Dissecando a poética dos contadores de história

Estamos num gramado, atrás da igreja, no ponto central da cidade, sentados em torno de uma fogueira, em meio a uma audiência de crianças e adultos. Com a palavra, o contador de histórias. Apesar do advento da televisão, o papel desses narradores nas regiões rurais do Brasil continua sendo o de transmitir adiante as memórias da comunidade. Uma fonoaudióloga analisou o uso da voz por esses artistas de Minas Gerais em busca de identificar as estratégias fonéticas que tanto seduzem seus ouvintes.

‘Seu Oto’, contador de histórias do povoado de Curralinho (MG), na ponte do Acaba Mundo, sobre o rio Jequitinhonha, muito citada nas narrativas locais. Professores e participantes da oficina de contos orais, no Festival de Inverno da UFMG, em 2002, ouvem atentos os causos do antigo garimpeiro (foto: Foca Lisboa). 

O estudo foi feito com base em gravações de entrevistas e das histórias contadas nos vales do Jequitinhonha e do Mucuri, registradas por pesquisadores do projeto “Quem conta um conto aumenta um ponto”, da Faculdade de Letras da Universidade Federal de Minas Gerais (UFMG).

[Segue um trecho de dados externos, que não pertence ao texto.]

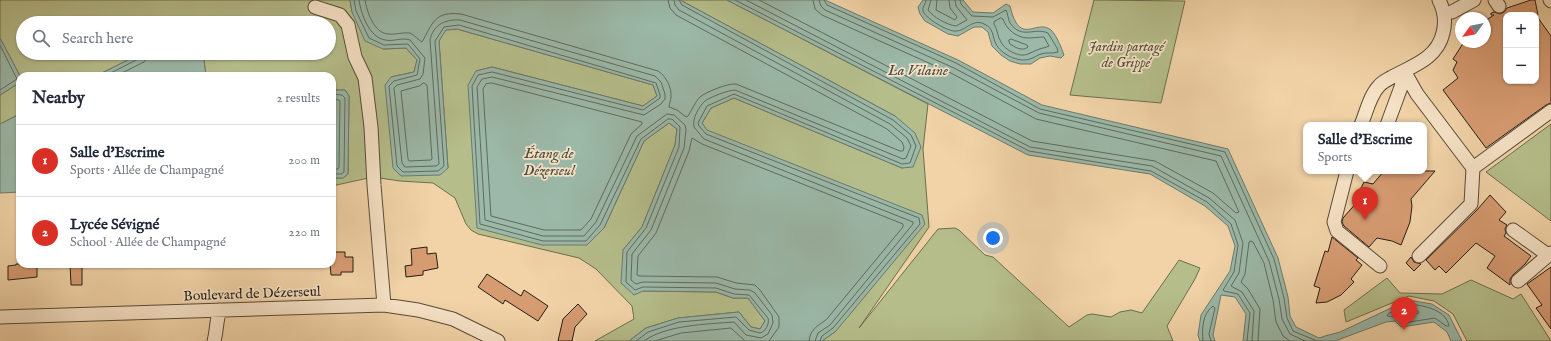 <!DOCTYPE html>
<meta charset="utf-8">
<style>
:root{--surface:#fff;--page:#f6f6f7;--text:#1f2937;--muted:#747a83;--line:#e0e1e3;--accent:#d93025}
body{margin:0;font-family:"IM FELL English",serif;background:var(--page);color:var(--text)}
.controls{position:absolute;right:12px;top:12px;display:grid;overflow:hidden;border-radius:8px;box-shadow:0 1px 3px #0004}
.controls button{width:36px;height:36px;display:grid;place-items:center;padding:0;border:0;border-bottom:1px solid var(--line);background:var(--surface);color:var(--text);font:20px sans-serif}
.compass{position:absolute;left:1455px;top:12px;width:36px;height:36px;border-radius:50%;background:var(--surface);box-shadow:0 1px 3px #0004;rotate:237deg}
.you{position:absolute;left:993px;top:238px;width:14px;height:14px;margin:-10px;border:3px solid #fff;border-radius:50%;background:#1a73e8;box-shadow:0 0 0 6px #1a73e833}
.badge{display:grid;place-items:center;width:26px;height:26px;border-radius:50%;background:var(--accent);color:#fff;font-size:13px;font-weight:700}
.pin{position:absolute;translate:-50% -33px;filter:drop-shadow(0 1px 2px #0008)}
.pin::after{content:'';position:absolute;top:21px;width:14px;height:12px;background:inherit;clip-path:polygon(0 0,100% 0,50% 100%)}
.popup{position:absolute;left:1303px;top:122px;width:124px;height:52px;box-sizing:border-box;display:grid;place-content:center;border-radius:8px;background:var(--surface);filter:drop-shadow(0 1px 3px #0005);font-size:13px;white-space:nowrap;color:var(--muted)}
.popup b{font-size:15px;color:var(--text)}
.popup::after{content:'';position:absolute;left:50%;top:100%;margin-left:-8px;border:8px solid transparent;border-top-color:var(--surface)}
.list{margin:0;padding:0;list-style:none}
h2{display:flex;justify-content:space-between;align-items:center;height:52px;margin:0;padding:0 16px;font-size:17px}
h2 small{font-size:13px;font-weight:400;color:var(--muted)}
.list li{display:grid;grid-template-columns:26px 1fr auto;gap:12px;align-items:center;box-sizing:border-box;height:72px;padding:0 16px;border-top:1px solid var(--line)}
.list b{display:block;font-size:15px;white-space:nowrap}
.list p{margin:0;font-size:13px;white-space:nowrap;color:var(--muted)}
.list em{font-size:13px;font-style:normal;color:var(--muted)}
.icon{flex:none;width:22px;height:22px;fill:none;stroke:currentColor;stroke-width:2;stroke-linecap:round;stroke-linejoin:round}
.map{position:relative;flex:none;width:1551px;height:341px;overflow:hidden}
.search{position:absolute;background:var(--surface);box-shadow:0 1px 3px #0004;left:16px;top:16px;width:320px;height:44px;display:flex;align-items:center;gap:10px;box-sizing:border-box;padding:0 14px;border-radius:22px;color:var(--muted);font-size:15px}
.panel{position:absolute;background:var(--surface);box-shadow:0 1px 3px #0004;left:16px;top:72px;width:320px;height:196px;border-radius:12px}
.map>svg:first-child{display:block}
.green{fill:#b5be8b;stroke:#6d6e50}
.water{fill:#9bb8a8;stroke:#6c7a6d}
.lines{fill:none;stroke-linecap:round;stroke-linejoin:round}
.shore{stroke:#606b5e;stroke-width:1}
.building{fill:#d79b72;stroke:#251e14}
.minor-casing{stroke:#584b39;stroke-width:15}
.minor{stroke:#f6e2c6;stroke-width:13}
.labels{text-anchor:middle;stroke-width:3.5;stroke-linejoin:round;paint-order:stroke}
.park-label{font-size:14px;font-style:italic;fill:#504e38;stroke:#f6e2c6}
.street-label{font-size:14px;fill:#251e14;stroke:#f6e2c6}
.water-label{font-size:15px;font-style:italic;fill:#484c40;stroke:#f6e2c6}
</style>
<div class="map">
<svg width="1551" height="341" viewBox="0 0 1551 341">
<rect width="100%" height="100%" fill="#f1d3a7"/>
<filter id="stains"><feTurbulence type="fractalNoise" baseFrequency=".005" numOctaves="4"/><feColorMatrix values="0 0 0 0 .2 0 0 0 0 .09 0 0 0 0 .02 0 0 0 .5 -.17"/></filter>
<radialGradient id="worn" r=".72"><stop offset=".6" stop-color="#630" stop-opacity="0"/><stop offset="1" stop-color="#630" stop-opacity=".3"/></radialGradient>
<!-- green -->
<path class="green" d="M1 0H350L352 12 383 49 406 48 417 60 414 72 391 77 448 168 439 41 445 30 457 29 653 85 657 96 643 106 492 67 476 71 604 228 644 141 669 123 677 129 675 145 642 227 623 250 643 291 716 292 733 298H748L765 321 760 329 751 327 739 312 678 318 646 328 629 341H595L634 319 632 306 596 269 579 258 478 234 471 230 466 224 455 198 433 183 400 181 373 177 332 186V178H343L348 174 349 96 345 90H332V76H206L203 53H329V23H23V53H142L96 76H20L0 38V1Z
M680 0H727L928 104 923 149 929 227 859 328 938 229 955 228 959 230 985 255 993 257 1069 327 1087 315 1092 314 1111 317 1120 312 1131 310 1142 313 1179 260 1200 268 1195 279 1167 326 1173 341H822L836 331 702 123 711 108 734 98 902 168 895 116Z
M1094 0 1185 1 1161 103 1070 95Z
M20 80V114L0 124V95L19 83Z
M1551 124V221L1486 172Z
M1387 278 1400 293 1442 294 1471 280 1513 299 1521 294 1551 341H1467L1453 314 1434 301 1409 296 1346 322 1344 310Z"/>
<!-- water -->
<path class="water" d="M350 0H680L895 116 915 133 921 147 913 167 902 168 734 98 711 108 702 123 707 130 922 215 925 224 836 331 822 341H629L646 328 678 318 739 312 751 327 760 329 765 321 748 298H733L716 292 643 291 634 295 621 283 623 250 642 227 675 145 677 129 669 123 644 141 604 228 587 245H542L477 228 468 85 476 71 492 67 643 106 657 96 653 85 457 29 446 30 439 41 448 168 440 175 401 176 393 168 385 85 391 77 414 72 417 60 406 48 383 49 365 41 352 12Z
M727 0H825L958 60 1042 105 1228 149 1278 258 1288 297 1290 316 1296 327 1319 338 1325 336 1340 332 1408 300 1432 304 1449 315 1462 341H1451L1447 332 1434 322 1401 327 1395 321 1386 322 1335 341H1243L1246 314 1235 297 1221 295 1213 335 1215 341H1200L1198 335 1201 315 1230 271 1235 246 1228 226 1205 206 1150 174 1028 155Z
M923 0H963L973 12 993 13 1006 4 1010 6C1020 48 1036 18 1051 30 1057 36 1061 47 1064 55L1061 58 1050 56 1040 58 1031 64H1020L1010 61 1001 55 992 46 988 32 982 27H974L958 36 948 34 925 21 920 14 918 7Z
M0 38 20 76 19 83 0 95Z
M142 53H203L206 76H96Z
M332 90H345L349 96 348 174 343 178H332Z
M20 114V192L0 193V124Z"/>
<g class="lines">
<!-- shore -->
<path class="shore" d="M354 0 356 11 369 38 384 45 408 44 420 59 417 75 394 81 389 86 397 166 403 172 438 171 444 166 435 41 444 27 459 25 656 83 660 95V98L643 110 492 72 478 75 472 86 480 224 543 241H586L600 225 641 139 668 119H672L680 127 679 147 646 228 627 252 626 282 635 290 643 287 716 288 734 294 749 295 768 318C770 324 765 332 760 333L749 330 736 317 679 322 648 332 636 341
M359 0C361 14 369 37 385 40 393 42 402 37 410 40L425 58 423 74 420 79 397 85 394 88 402 163 405 167 436 166 439 164 430 40C433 25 445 19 460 20L655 76 661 82 665 94V99L661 104 644 115 492 77 482 79 477 87 485 220 543 236H584L596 222 637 136 667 114 674 115 685 125 686 130 684 148 651 230 632 254 631 280 636 284 643 282 716 283 735 289 750 290 755 293 772 315 773 323 768 334 761 338 746 335 734 322C708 324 665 325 644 341
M365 0C367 12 374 33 388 34 395 35 403 32 410 33 415 35 418 40 422 42 433 23 434 11 461 14L658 71C666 76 672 88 671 97 671 101 669 104 669 107L677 110 686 117 688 116C692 110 695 102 700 97 706 92 728 83 736 84L900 151H903L904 147 902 142 887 129 676 15 670 8 668 0
M674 0 675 5 679 10 890 124 907 138 911 146 906 158 903 159 735 90C729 90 710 97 705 101 699 106 692 119 694 127L704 139 913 222V224L830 325 818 333 815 341
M679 0 682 5 893 120 911 135 916 146 910 163 902 164 734 94 707 106 698 123 699 126 706 134 919 218 920 224 833 328 822 336 820 341
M735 0 1029 151 1151 171 1207 202 1231 224 1238 245 1234 272 1223 290 1224 291 1238 294 1250 313 1247 341
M746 0 1030 147 1152 166 1209 198 1235 220 1243 243 1239 273 1231 286 1242 292 1254 311 1252 341
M759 0 1032 141 1155 161 1213 193 1236 213 1239 212 1216 161 1036 119 951 73 822 15 815 9 813 0
M819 0 821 6 825 10 954 68 1039 113 1221 156 1269 261 1279 299 1282 319 1290 334 1305 341
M824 0 827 5 956 63 1040 109 1225 152 1274 259 1284 298 1287 318 1293 331 1317 341
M926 0C926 4 922 7 923 11 925 18 948 32 956 31 966 31 973 18 984 24 994 28 992 36 996 44 1001 54 1018 63 1030 59 1034 58 1037 55 1041 54 1046 52 1053 54 1058 52L1057 48 1048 33C1034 27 1022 40 1010 23 1008 19 1008 14 1006 10L993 17 972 16 961 4 960 0
M931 0 928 10C933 17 947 25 956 26L967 20 956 6 955 0
M937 0 936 10 955 20 957 17 950 8 949 0
M1001 18 1003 19C1006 29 1017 38 1028 38 1033 38 1038 37 1044 37L1049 46C1045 48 1041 48 1037 50 1034 51 1031 53 1028 54 1019 58 1005 50 1001 42 997 36 998 30 994 24V22Z
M1009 40 1011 39 1027 45 1028 47C1022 52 1015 47 1010 44Z
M0 45 17 79 0 90
M105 76 140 58 143 53
M116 76 144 62 147 58 148 53
M424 83 427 85 432 159 431 160 409 161 408 159 401 91 419 86Z
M492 83 642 122V124L631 134 591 219 581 230H544L491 216 483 89 486 84Z
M332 94 342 95 345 98 344 172 341 174H332
M332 99 339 100 340 101 339 167 338 169H332
M332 105 334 107 333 161 332 163
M1408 304C1422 305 1446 309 1449 326H1446L1435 318 1403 323 1397 317 1387 316 1388 314Z
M1410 309 1418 311 1419 313 1405 317 1402 315V312Z
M655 341 681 333 731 328 745 341
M769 341 779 327V317L760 290 755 285 736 283 717 277 639 276 637 275 638 256 656 233 689 151 692 138 702 144 903 224V227L826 320C817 326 810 330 809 341
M1203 341C1202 329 1202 314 1213 306L1215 308 1209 334 1211 341
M1258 341 1260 309 1248 289 1241 282 1245 274 1249 242 1251 241 1253 242 1264 263 1273 300 1276 322 1283 336 1290 341"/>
</g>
<!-- building -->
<path class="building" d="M1531 0H1535L1538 15H1506V81H1536V15L1551 36V103L1546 105 1486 148 1443 90 1458 78 1453 70 1457 62 1453 59 1464 42H1485V21L1494 15H1491V13L1494 12 1500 14 1504 12 1507 8Z
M1384 171H1435L1411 199 1412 206 1410 222 1401 245 1392 241 1377 238 1369 247 1344 226 1342 222 1343 218 1358 201 1361 188 1364 182 1373 184Z
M1490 195 1506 212 1499 220 1507 225 1505 229 1506 233 1504 236 1531 256 1525 264 1513 275 1510 279V285L1487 268 1495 256 1476 243 1446 273 1439 266 1435 270 1426 260 1477 210Z
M1332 237 1358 258 1356 260 1362 265 1351 279 1354 282 1341 295 1327 302 1316 303 1320 288 1314 286 1325 251 1328 252Z
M427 247V254L436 253 438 268 423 271V275L406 277 405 266 412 265 411 249Z
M332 252H345V257H353V272H341V275H331L330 264H332Z
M1411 257 1414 262 1421 264 1414 271 1406 263Z
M16 264H37V277L8 280V266L16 265Z
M70 264H82V285H71Z
M1551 267V329L1536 308 1542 305 1527 284Z
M487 274 521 296 524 290 548 306 538 321 505 300 503 304 478 287Z
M578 304 587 314 575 327 572 341H558L563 319Z"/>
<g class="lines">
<!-- minor casing -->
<g class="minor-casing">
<path id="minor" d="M1495 0 1499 6
M1550 0 1551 1
M315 7 340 15 348 25 355 57 365 78 371 127 374 185 384 305
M1452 12 1474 0
M1404 71 1417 94 1473 168 1551 111
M1361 125C1366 113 1370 95 1379 86 1382 82 1387 80 1392 77 1412 66 1437 59 1443 33 1446 22 1444 10 1439 0
M1387 125 1401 87 1404 71
M1347 171 1334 222 1337 231 1380 266
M1513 230 1548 255
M1419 256 1471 204 1473 168
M1518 281 1551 253
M0 317 384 305 418 310 453 319 498 341
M214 341C217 331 216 320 220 310"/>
</g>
<!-- minor -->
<use href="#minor" class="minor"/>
</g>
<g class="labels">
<!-- park labels -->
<g class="park-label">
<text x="1126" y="51">Jardin partagé<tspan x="1126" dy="16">de Grippé</tspan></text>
</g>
<!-- street labels -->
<g class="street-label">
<text transform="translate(252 293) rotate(-2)" y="5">Boulevard de Dézerseul</text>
</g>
<!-- water labels -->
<g class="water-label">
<text x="918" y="75">La Vilaine</text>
<text x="549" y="158">Étang de<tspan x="549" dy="17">Dézerseul</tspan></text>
</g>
</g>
<rect width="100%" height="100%" filter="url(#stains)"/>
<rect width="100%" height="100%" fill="url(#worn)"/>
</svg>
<div class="controls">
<button>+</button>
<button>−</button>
</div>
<svg class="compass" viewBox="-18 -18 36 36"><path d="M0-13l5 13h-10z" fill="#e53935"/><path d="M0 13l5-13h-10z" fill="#747a83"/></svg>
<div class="you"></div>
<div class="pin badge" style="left:1365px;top:220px">1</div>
<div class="popup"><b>Salle d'Escrime</b>Sports</div>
<div class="pin badge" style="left:1404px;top:330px">2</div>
<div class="search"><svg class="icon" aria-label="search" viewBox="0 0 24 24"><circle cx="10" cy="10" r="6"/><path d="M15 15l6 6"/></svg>Search here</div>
<section class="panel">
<h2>Nearby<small>2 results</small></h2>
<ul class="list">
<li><span class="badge">1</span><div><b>Salle d'Escrime</b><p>Sports · Allée de Champagné</p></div><em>200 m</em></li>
<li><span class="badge">2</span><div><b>Lycée Sévigné</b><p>School · Allée de Champagné</p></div><em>220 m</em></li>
</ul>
</section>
</div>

Com o auxílio de um software que lhe permitiu fazer recortes nas gravações, analisar as pausas, a entonação e a velocidade da fala, a pesquisadora Maria Cristina Ribeiro comparou a voz dos contadores durante a narração e em situações informais de fala. “Mudando o contexto, muda-se também o registro da voz”, conta. “A partir daí, pudemos saber quais características se repetem e formam o perfil desses artistas.” Os resultados da análise foram apresentados na dissertação de mestrado da fonoaudióloga, defendida em 2006 na UFMG.

Entre as estratégias identificadas pela pesquisadora, a mais marcante é o recurso à redundância. “É bem típico nos contos rurais a repetição das palavras como forma de dar ênfase à ação”, continua a autora. Nesses chamados “ecos fônicos”, a monotonia é um diferencial em relação ao restante da história, o que acaba por ressaltar o trecho no qual é utilizado. Nesses casos, até a entonação torna-se menos contundente. Na história “O soldadin e o bitela”, contada por Joaquim Soares Ramos, do Vale do Jequitinhonha, há um bom exemplo desse recurso. No relato da briga entre o soldado e o animal, o contador descreve a cena do animal se debatendo: “Foi roncano (sic), roncano, roncano, até que acabou de morrer de todo.”

A maior variação entre os tons grave e agudo, que confere um tom melodioso à fala do narrador, é outra característica comum na performance dos contadores identificada pelo estudo. Enquanto num momento informal de comunicação é normal a utilização de no máximo 18 semitons da escala musical, um dos contadores chega a ter média de 18,4 semitons, muito acima da verificada nas situações informais.

A pesquisadora também observou que a voz dos contadores é mais aguda nos momentos de narração de histórias do que nas entrevistas. “É possível observar, dentro de uma mesma palavra, uma curva ascendente na freqüência da sílaba anterior à tônica até o fim da sílaba tônica”, diz Maria Cristina. Destacar essa sílaba pré-tônica é também uma das características que diferencia os contadores rurais dos demais já estudados: eles usam a técnica de pronunciar essas sílabas de forma mais demorada, afim de valorizá-las.

Segundo Ribeiro, as conclusões de seu estudo podem ter uma série de aplicações práticas. “Entender as estratégias vocais dos contadores de histórias pode nos ajudar a incrementar a formação dos profissionais que atuam no teatro, na TV, no rádio e até no telemarketing”, acredita Maria Cristina.

Trabalhos acadêmicos envolvendo contadores de histórias dos vales do Jequitinhonha e Mucuri são freqüentes na UFMG. “Temos um trabalho de mestrado em fase inicial, por exemplo, que abordará o papel social do artista e a forma como é reconhecido pela comunidade”, afirma Sônia Queiroz, uma das orientadoras do estudo sobre a prosódia dos contadores, e coordenadora do projeto “Quem conta um conto aumenta um ponto”. O grupo já editou diversas antologias com transcrições dos contos orais e CDs com gravações das histórias, distribuídos em escolas da região e em oficinas de contadores.